BEGIN Data excerpts

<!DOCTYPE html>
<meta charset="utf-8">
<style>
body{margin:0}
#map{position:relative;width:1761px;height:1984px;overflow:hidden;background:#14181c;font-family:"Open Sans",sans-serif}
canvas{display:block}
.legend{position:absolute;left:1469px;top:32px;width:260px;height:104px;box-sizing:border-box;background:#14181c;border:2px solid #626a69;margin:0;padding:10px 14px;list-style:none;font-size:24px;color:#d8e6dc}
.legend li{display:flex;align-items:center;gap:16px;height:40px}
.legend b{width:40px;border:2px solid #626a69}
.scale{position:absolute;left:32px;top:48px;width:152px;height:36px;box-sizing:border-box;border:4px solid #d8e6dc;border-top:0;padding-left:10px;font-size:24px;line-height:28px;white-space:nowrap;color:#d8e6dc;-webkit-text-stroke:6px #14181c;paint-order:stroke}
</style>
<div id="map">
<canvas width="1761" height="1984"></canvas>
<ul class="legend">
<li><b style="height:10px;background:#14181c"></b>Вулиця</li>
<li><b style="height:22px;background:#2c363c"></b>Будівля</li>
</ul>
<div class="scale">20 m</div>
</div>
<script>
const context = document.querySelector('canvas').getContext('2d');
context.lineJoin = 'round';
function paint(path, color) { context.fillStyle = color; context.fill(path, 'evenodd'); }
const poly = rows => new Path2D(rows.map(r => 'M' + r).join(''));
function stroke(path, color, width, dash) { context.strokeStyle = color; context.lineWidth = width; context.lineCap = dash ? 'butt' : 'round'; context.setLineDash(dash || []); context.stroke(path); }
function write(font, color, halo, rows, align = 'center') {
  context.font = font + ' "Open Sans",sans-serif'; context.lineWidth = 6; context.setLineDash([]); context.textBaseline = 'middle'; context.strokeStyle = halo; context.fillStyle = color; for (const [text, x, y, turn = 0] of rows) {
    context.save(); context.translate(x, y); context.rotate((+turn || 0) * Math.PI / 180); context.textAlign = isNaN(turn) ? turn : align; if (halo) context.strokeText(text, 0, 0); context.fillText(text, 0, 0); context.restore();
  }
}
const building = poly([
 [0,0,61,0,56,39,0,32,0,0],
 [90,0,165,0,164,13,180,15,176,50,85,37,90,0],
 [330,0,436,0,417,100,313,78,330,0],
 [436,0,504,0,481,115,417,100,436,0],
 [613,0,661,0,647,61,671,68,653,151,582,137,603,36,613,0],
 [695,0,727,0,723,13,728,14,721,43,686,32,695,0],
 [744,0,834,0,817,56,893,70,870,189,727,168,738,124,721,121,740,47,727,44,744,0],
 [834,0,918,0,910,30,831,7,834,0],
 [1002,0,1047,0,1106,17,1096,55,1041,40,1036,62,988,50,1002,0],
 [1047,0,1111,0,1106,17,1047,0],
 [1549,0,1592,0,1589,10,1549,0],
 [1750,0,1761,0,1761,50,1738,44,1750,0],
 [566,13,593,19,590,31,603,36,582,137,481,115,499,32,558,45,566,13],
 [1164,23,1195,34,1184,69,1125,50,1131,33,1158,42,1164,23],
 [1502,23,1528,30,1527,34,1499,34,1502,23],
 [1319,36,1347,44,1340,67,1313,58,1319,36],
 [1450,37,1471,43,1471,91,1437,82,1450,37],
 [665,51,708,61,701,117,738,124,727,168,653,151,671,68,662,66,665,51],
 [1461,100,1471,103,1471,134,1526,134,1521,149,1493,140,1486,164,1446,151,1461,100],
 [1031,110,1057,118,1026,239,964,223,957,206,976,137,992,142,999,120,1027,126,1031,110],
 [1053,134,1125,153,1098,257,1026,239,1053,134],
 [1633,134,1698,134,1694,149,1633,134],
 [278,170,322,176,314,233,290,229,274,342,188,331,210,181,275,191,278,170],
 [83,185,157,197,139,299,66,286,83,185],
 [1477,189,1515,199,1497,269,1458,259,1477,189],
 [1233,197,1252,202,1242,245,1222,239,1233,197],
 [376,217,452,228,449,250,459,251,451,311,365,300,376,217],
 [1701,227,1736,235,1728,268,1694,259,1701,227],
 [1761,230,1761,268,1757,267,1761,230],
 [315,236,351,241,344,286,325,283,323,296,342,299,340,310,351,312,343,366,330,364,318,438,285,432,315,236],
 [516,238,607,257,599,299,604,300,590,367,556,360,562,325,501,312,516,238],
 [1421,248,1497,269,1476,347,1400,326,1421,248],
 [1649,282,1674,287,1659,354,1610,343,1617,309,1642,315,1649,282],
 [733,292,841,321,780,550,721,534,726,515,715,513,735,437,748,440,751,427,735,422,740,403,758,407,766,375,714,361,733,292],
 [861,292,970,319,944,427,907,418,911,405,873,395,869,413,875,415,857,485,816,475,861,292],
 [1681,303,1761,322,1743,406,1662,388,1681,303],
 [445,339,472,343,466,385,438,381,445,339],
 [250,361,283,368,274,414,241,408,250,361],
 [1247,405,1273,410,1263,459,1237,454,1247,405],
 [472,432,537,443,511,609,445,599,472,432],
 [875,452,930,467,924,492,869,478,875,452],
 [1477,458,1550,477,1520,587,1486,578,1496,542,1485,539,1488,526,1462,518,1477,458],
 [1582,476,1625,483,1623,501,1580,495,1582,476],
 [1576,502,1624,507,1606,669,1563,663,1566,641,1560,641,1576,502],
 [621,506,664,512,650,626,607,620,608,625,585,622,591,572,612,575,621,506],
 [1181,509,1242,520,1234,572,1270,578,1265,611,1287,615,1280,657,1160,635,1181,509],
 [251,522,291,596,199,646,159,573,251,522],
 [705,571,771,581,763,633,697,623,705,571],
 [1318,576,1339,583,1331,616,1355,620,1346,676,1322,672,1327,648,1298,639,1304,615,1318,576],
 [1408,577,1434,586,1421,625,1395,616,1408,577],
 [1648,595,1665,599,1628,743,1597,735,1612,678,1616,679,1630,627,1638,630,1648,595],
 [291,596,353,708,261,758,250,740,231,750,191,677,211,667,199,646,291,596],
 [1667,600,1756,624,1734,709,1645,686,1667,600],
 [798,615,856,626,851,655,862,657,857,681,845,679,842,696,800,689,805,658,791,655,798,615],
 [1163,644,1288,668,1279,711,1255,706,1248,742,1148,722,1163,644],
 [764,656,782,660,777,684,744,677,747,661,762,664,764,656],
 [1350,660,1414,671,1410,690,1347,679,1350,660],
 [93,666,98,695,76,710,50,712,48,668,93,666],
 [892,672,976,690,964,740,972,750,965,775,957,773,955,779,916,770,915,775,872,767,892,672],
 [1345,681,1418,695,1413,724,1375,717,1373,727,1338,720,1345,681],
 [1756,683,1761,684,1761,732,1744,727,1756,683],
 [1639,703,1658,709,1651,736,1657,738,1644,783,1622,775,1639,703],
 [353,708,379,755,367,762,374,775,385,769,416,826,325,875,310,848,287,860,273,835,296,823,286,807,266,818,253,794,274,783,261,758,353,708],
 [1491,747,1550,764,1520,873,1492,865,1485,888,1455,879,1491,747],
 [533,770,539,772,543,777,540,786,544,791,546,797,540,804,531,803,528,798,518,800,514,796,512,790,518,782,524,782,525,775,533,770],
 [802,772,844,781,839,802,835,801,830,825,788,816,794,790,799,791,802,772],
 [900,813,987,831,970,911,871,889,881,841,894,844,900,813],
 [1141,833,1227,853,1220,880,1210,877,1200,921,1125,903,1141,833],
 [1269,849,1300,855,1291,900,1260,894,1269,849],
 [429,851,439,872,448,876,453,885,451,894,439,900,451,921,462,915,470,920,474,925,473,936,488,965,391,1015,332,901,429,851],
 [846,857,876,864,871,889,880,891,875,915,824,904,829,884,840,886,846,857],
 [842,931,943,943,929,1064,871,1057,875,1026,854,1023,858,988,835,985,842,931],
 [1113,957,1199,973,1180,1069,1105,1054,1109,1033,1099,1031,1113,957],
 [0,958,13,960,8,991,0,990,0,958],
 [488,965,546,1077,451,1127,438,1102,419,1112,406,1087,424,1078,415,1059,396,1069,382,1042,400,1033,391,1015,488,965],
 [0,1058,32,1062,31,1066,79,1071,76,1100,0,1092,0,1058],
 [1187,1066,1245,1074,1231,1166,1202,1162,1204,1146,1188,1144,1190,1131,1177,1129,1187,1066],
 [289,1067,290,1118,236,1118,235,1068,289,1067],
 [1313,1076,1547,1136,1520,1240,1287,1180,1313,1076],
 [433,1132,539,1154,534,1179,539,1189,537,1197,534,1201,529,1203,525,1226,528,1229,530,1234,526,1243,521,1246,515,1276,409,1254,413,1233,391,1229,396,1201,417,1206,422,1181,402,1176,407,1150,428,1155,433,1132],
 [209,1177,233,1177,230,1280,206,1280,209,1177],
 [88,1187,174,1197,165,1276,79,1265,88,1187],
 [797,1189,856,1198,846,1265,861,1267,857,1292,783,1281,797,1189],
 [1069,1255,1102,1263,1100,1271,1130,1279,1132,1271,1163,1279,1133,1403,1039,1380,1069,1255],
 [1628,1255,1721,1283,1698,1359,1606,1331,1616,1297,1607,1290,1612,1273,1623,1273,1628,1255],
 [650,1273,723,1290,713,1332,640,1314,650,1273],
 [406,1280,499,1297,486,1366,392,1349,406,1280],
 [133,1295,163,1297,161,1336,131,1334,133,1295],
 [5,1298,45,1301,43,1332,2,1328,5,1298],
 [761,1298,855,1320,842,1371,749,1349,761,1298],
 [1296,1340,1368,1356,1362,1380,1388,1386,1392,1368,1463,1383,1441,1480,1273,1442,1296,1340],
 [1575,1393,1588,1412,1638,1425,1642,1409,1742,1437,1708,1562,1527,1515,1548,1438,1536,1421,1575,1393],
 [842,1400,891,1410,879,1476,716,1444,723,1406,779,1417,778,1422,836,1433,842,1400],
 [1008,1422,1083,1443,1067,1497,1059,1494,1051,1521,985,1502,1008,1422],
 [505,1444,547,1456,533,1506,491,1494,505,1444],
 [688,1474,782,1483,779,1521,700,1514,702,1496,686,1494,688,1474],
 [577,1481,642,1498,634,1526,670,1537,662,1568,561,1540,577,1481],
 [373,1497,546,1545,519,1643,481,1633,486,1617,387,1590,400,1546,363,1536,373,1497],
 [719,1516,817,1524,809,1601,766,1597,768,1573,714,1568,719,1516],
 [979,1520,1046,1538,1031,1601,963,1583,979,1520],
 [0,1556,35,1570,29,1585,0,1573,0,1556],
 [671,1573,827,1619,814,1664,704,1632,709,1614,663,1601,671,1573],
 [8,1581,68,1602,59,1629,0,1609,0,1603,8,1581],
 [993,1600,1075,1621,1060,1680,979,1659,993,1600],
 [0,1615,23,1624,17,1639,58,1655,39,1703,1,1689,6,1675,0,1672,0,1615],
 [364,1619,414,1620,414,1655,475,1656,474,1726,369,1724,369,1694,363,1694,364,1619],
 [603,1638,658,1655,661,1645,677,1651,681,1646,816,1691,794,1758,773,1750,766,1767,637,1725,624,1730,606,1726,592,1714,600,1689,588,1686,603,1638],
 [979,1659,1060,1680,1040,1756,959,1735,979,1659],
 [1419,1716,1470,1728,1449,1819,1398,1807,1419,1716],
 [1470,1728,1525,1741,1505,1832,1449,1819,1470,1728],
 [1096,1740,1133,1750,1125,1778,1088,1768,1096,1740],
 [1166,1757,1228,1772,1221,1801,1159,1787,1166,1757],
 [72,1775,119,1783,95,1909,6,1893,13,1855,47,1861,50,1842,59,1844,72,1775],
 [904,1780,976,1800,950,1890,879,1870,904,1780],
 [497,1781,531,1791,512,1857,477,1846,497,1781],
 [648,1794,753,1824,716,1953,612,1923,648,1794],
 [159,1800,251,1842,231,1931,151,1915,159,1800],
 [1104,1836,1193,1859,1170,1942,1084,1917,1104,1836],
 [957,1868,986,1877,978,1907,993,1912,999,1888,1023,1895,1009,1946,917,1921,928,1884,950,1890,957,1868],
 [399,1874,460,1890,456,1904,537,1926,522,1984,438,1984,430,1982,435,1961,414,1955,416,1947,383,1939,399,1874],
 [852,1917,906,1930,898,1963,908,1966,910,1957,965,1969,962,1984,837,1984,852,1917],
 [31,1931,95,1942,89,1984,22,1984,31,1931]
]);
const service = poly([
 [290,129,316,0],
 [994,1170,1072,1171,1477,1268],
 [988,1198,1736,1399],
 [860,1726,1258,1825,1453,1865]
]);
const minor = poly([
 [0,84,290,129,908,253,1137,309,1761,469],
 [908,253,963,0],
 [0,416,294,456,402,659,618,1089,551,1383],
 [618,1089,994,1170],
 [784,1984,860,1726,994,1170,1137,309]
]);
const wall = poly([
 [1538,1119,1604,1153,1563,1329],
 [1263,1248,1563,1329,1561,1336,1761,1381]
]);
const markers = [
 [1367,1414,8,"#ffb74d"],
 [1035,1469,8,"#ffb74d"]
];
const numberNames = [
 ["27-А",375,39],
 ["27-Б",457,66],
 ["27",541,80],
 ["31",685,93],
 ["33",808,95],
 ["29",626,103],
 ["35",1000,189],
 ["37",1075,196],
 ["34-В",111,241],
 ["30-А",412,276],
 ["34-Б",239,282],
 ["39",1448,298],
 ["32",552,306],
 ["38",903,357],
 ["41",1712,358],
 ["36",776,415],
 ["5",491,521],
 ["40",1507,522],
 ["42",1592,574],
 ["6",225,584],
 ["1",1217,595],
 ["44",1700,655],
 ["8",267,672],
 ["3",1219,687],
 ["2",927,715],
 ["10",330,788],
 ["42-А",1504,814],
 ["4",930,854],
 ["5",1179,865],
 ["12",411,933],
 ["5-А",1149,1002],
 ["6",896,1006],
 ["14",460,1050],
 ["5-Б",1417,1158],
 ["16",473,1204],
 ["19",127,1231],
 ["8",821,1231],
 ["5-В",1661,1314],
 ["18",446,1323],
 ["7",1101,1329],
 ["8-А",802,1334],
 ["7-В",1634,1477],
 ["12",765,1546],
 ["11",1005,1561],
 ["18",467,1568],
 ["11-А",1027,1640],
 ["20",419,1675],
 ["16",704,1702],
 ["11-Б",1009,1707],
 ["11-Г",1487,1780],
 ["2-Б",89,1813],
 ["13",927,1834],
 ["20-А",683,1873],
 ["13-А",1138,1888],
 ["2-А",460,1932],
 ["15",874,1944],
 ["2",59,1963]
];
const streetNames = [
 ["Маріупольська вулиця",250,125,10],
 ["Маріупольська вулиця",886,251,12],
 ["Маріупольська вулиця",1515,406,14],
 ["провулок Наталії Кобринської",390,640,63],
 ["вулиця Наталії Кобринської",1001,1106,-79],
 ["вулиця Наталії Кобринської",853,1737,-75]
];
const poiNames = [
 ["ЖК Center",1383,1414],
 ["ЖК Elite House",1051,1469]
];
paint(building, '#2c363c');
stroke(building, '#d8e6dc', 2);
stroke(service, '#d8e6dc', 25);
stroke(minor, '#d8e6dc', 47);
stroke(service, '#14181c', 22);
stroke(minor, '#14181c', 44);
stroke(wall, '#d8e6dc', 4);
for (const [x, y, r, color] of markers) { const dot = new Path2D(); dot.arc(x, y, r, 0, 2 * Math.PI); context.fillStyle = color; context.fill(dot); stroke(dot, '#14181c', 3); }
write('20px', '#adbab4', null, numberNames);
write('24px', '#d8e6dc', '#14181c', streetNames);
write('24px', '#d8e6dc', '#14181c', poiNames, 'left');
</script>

END Data excerpts

### What you have to do
Show every line of the listing in which the string "canvas" can be found.

### Response to this exercise
canvas{display:block}
<canvas width="1761" height="1984"></canvas>
const context = document.querySelector('canvas').getContext('2d');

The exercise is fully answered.